Frantz Fanon, l’intransigeant
Mort d’une leucémie il y a tout juste cinquante ans, le 6 décembre 1961, à l’âge de 36 ans, le Martiniquais Frantz Fanon a symbolisé la violence révolutionnaire comme mode de libération. Adulé ou décrié, cet essayiste virulent a marqué son époque.
Du haut de son mètre soixante-cinq, Frantz Fanon était une boule de colère et de détermination, un modèle d’engagement. Défenseur de l’opprimé, du méprisé, du colonisé, il prônait la violence révolutionnaire comme unique recours pour briser les chaînes de la servitude. Excessif, cassant, intransigeant, peu porté sur la diplomatie, il avait le courage de ses idées, qu’il exprimait avec une agressivité et une rage contenues. Homme des ruptures définitives avec tout ce qui ne correspondait pas, ou plus, à sa vision du monde, Fanon était aussi bourré de paradoxes. Il pouvait réciter avec fierté des passages entiers du Cahier d’un retour au pays natal, d’Aimé Césaire, son ancien professeur au lycée Schœlcher de Fort-de-France, et rejeter le concept de négritude, ce « mirage noir ».
Lui qui ne croyait ni en l’existence d’un peuple noir, ni en celle d’un passé à sublimer combattait l’aliénation des Noirs qui avancent le visage caché derrière un masque d’emprunt et s’apprécient, ou se déprécient, au travers du regard des autres. Fidèle à ses principes, il n’a reculé devant rien pour défendre ce qui était le plus important à ses yeux : la liberté, la justice, la dignité. Et s’il est devenu l’une des figures emblématiques de ce qu’on appelait, dans les années 1950-1960, le tiers-mondisme, avec, comme paradigme, le droit à l’autodétermination des peuples, c’est surtout grâce à la guerre d’Algérie. Il fut même un temps où certains n’hésitèrent pas à voir en lui un Che Guevara… Favorable au panafricanisme, il était opposé à la création d’États supranationaux, privilégiant les alliances entre États-nations.
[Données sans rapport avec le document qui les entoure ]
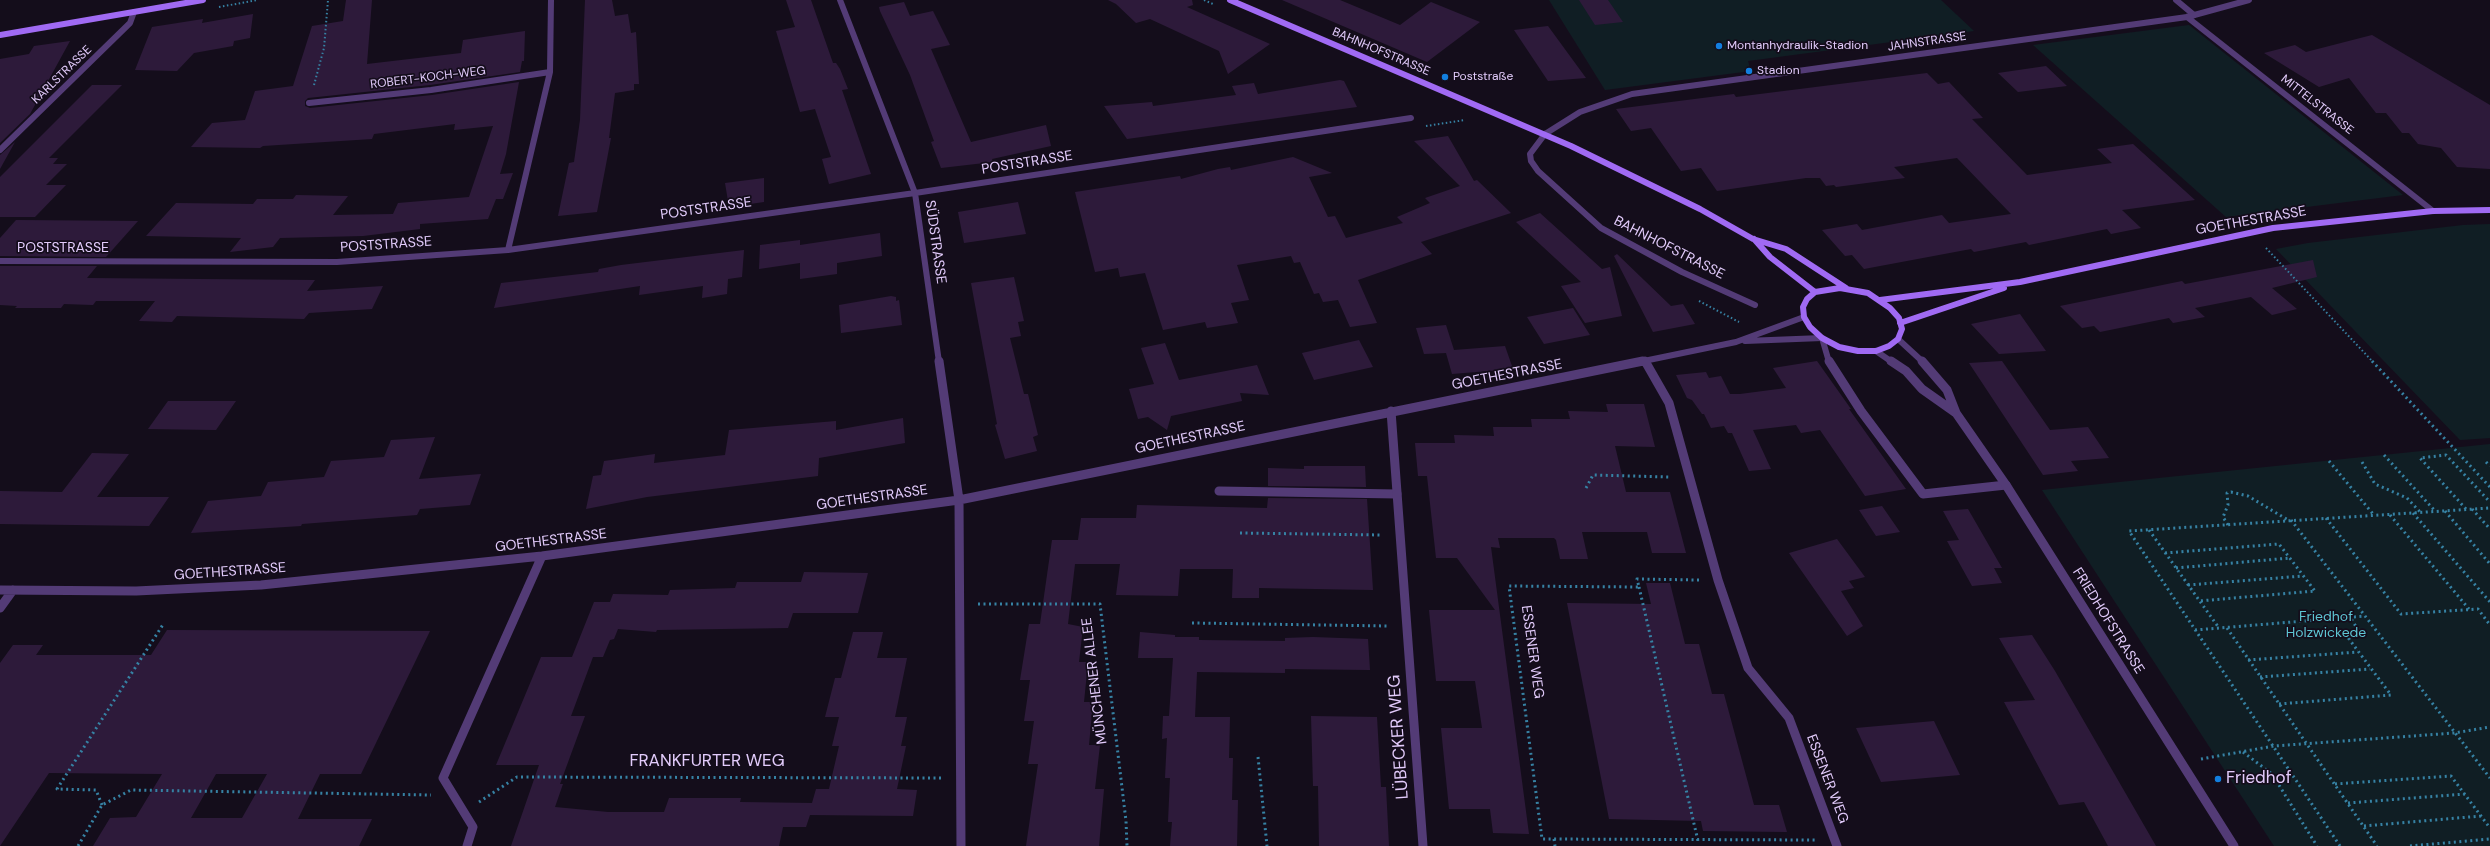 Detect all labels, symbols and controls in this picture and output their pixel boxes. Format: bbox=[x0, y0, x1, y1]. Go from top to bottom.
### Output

Très jeune, Frantz Fanon avait déjà l’âme d’un combattant. N’a-t-il pas pris, à 17 ans, alors que la Martinique était contrôlée par des pétainistes, le chemin de la résistance gaulliste ? L’envie de défendre la liberté l’a poussé, en 1943, à s’enrôler dans un bataillon antillais appelé à combattre en métropole. Il sera blessé, cité à l’ordre de sa brigade, décoré de la Croix de guerre. Mais cette guerre l’a révolté. Il n’y a vu qu’une chose : le soldat Fanon, d’un côté, des soldats blancs, de l’autre. Il écrit à sa famille : « Je me suis trompé ! Rien ici, rien qui justifie cette subite décision de me faire le défenseur des intérêts du fermier quand lui-même s’en fout. » Après la guerre, il regagne la Martinique, mais revient dès 1946 en métropole, entreprend des études de médecine et se spécialise en psychiatrie. Il est affecté en 1953 à l’hôpital psychiatrique de Blida (Algérie).
Ruptures
À ce moment, Fanon a déjà pris une décision irrévocable : rompre avec la Martinique, où il estime qu’il n’y a aucun combat à mener. Quand il arrive en Algérie, sa seule ambition est de faire, autrement, son travail de médecin. Mais la manière dont les Français traitent les indigènes ne lui échappe pas. Elle lui rappelle ce que lui-même a vécu en tant que Noir et Martiniquais. Et lorsque le Front de libération nationale (FLN) lance ses premières attaques, dans la nuit du 31 octobre au 1er novembre 1954, Fanon saisit l’importance des faits. Dès 1955, il prend contact avec le FLN. L’état psychique des Algériens victimes de la torture et d’autres violences le trouble. Fin 1956, il démissionne avant d’être expulsé d’Algérie. C’est la rupture, irrévocable, avec la France. Désormais, il se veut algérien. La nationalité n’est pas liée au lieu de naissance, mais à la volonté de chacun. Installé en Tunisie, il se met au service du FLN, dont il devient le porte-parole, avant d’être nommé ambassadeur du Gouvernement provisoire de la République algérienne, à Accra (Ghana).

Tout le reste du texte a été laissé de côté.